Prime Minister Benjamin Netanyahu's adamance in pursuing a deal for exploiting Israel's natural gas, despite it being roundly criticized by regulators, appears to have tentacles to casino mogul Sheldon Adelson and the US-Israel Business Initiative.
An Israeli gas platform, controlled by a U.S.-Israeli energy group, is seen in the Mediterranean sea, some 15 miles (24 km) west of Israel's port city of Ashdod, in this file picture taken February 25, 2013. Prime Minister Benjamin Netanyahu has won more time to overcome a political hurdle after parliament postponed a vote on authorising the government to secure a deal on developing Israel's natural gas fields. Picture taken February 25, 2013. REUTERS/Amir Cohen/Files - RTX1IDQQ

“You can quote me: I don’t give a damn.” It would seem that this succinct phrase directed toward participants at the Electricity Authority session (Aug. 6), convened to depose Chairwoman Orit Farkash-HaCohen, sums up Prime Minister Benjamin Netanyahu’s conduct concerning the natural gas issue — an issue that is worth hundreds of billions of dollars.

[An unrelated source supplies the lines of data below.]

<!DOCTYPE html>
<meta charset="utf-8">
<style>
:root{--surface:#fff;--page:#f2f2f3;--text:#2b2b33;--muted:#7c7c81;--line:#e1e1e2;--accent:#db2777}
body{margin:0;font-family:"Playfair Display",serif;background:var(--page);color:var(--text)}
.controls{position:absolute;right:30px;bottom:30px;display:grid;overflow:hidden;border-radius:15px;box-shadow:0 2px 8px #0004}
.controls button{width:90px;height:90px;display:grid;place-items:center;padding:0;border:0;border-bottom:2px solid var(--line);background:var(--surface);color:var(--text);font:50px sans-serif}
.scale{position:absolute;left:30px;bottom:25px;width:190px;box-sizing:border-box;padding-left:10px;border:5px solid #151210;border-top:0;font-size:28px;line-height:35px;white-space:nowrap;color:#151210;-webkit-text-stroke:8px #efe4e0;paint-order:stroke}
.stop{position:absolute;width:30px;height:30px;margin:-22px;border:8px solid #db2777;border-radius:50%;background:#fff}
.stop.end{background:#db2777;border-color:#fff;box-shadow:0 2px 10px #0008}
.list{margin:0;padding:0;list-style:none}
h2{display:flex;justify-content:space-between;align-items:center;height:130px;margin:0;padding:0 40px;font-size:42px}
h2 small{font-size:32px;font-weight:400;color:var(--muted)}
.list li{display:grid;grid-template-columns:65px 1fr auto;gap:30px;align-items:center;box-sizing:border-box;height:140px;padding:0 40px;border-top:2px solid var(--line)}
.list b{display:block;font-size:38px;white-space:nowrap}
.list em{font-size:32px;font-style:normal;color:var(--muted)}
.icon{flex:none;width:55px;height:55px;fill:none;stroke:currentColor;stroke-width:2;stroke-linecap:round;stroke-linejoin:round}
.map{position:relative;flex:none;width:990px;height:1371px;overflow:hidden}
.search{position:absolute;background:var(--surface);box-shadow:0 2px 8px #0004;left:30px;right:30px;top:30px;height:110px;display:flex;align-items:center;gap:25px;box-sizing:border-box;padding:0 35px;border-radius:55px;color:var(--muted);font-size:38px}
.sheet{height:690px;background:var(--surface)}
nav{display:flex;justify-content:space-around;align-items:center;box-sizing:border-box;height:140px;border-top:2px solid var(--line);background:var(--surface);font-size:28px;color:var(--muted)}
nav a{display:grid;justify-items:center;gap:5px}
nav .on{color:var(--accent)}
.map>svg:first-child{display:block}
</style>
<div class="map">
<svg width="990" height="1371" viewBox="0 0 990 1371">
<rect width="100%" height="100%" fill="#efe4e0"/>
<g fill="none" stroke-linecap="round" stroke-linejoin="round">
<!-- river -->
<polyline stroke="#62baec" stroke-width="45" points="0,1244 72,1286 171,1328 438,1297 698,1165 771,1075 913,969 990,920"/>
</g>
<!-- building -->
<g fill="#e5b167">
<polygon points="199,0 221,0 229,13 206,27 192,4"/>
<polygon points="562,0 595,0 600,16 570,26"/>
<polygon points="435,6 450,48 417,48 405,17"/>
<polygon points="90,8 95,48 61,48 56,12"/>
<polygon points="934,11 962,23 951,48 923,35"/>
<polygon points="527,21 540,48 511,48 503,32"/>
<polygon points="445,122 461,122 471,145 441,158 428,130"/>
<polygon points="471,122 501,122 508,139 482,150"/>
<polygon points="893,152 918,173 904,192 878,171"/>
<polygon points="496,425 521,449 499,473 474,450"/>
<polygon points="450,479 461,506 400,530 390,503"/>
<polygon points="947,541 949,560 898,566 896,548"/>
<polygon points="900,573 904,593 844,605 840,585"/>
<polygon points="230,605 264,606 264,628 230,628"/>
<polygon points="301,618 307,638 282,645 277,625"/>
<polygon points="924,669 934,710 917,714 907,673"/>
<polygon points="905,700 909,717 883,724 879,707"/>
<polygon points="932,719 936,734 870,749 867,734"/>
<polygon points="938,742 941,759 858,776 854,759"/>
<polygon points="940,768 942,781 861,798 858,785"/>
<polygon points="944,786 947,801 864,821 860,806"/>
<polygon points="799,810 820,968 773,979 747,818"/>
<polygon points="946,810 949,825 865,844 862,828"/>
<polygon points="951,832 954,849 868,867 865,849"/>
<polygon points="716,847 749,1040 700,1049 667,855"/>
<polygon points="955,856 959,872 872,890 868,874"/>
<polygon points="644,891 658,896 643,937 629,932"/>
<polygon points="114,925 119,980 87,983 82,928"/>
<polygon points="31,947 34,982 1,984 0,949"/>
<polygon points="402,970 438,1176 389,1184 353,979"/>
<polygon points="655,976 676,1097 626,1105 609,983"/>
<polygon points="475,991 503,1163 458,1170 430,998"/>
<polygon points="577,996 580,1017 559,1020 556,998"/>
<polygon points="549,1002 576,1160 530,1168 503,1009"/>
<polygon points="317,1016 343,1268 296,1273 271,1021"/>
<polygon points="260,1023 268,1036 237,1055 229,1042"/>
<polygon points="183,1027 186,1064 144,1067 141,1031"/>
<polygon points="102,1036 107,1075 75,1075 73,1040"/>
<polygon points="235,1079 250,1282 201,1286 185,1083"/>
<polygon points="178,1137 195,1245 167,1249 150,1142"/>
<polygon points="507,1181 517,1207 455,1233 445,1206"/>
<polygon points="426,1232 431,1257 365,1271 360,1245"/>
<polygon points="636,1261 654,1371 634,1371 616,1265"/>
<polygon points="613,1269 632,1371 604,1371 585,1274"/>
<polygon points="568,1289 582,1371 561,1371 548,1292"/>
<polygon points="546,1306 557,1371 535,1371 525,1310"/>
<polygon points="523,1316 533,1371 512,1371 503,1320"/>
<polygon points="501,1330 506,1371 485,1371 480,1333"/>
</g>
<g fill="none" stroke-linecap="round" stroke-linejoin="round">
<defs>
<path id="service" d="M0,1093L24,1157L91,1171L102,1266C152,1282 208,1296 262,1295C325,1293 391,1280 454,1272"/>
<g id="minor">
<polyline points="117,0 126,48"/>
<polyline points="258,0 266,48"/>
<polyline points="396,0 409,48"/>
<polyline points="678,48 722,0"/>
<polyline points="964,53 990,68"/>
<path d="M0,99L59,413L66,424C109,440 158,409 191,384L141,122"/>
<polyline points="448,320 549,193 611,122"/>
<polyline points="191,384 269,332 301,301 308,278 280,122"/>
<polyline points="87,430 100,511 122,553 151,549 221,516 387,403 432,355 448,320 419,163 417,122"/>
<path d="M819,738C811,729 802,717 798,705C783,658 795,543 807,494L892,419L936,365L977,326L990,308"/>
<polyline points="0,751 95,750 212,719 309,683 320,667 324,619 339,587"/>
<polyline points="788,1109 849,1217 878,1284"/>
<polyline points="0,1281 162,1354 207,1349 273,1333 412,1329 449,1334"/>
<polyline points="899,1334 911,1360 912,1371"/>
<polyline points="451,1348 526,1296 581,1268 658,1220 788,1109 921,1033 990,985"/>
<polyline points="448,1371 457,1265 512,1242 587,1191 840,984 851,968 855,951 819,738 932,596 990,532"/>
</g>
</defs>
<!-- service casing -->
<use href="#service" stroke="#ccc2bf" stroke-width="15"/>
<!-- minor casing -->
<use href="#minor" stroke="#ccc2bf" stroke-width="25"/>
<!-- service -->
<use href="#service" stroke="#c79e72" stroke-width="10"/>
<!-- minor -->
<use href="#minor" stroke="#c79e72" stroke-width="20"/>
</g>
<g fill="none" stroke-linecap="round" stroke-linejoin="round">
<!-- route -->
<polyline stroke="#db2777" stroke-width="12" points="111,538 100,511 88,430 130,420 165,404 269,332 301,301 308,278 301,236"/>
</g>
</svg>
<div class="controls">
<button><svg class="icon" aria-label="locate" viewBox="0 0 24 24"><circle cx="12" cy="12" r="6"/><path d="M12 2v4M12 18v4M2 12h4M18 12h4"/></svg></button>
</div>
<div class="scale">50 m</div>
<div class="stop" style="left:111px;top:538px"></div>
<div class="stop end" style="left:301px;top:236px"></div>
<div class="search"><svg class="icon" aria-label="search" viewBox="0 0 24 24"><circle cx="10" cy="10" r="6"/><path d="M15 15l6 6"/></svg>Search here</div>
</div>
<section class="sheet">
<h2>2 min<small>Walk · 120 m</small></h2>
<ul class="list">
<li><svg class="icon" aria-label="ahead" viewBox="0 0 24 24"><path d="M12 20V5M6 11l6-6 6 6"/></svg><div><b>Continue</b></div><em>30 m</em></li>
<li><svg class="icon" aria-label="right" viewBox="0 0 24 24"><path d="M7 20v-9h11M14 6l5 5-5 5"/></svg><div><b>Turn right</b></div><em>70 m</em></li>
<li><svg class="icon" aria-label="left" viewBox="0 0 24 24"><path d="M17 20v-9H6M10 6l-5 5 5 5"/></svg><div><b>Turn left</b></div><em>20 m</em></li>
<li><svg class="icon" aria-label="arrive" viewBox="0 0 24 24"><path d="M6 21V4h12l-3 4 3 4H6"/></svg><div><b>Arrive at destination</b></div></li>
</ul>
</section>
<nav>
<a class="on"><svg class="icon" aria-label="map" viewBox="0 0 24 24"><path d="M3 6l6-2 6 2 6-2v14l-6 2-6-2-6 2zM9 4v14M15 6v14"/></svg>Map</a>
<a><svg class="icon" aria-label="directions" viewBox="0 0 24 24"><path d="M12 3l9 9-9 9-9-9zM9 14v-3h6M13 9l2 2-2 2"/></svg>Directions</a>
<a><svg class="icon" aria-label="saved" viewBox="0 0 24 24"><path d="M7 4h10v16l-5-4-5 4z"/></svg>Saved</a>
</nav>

Netanyahu’s disdain was immediately directed at Deputy Attorney General Avi Licht, who warned against the legal implications of deposing Farkash-HaCohen and appointing a replacement without tender. Her sins were in warning that Netanyahu’s natural gas plan would result in a steep rise in domestic utility bills and her refusal to approve the natural gas contracts with the Tamar gas field cartel. Now, it turns out that Netanyahu’s contempt had also been directed at Licht’s boss, Attorney General Yehuda Weinstein. In a letter to the state comptroller, Weinstein remarked that Energy Minister Yuval Steinitz, the prime minister’s yes man, had promised him that the incumbent regulators' status would not be hurt by the planned Electricity Authority reforms.